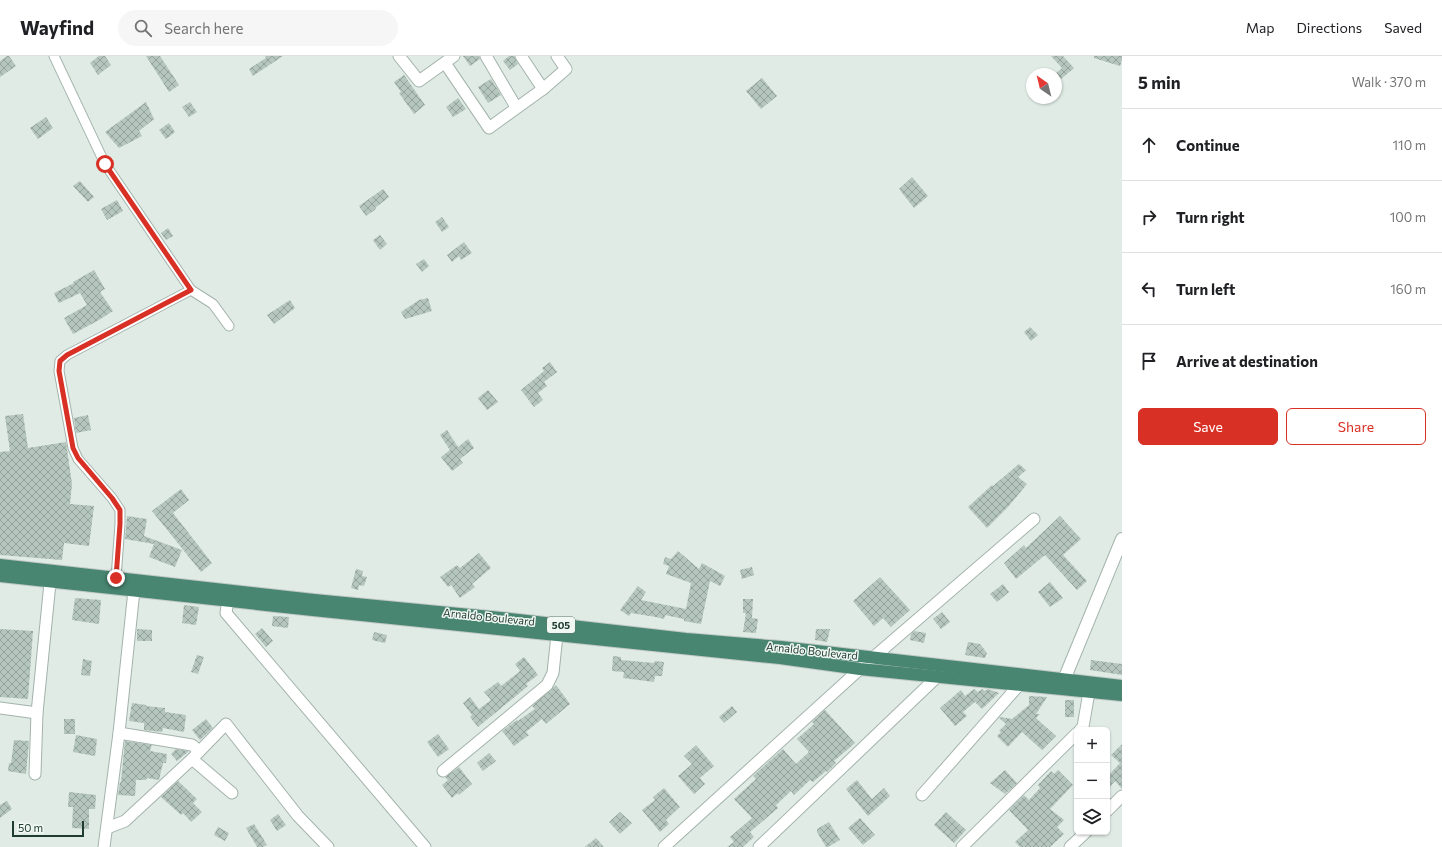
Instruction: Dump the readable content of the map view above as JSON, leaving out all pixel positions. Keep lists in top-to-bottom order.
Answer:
{
  "streets": {
    "highway": ["Arnaldo Boulevard", "505"]
  },
  "scale_bar": "50 m",
  "north": "top left",
  "page": {
    "header": "Wayfind",
    "search": "Search here",
    "nav": ["Map", "Directions", "Saved"],
    "heading": ["5 min", "Walk · 370 m"],
    "list": [
      ["Continue", "110 m"],
      ["Turn right", "100 m"],
      ["Turn left", "160 m"],
      "Arrive at destination"
    ],
    "buttons": ["Save", "Share"],
    "map_buttons": ["+", "−"],
    "scale": "50 m"
  }
}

☆ ☆ ☆

▶ **What you are asked to do**
Without copying any picture, repeat all of the entries exactly.

▶ **Result of the exercise**
Instruction: Dump the readable content of the map view above as JSON, leaving out all pixel positions. Keep lists in top-to-bottom order.
Answer:
{
  "streets": {
    "highway": ["Arnaldo Boulevard", "505"]
  },
  "scale_bar": "50 m",
  "north": "top left",
  "page": {
    "header": "Wayfind",
    "search": "Search here",
    "nav": ["Map", "Directions", "Saved"],
    "heading": ["5 min", "Walk · 370 m"],
    "list": [
      ["Continue", "110 m"],
      ["Turn right", "100 m"],
      ["Turn left", "160 m"],
      "Arrive at destination"
    ],
    "buttons": ["Save", "Share"],
    "map_buttons": ["+", "−"],
    "scale": "50 m"
  }
}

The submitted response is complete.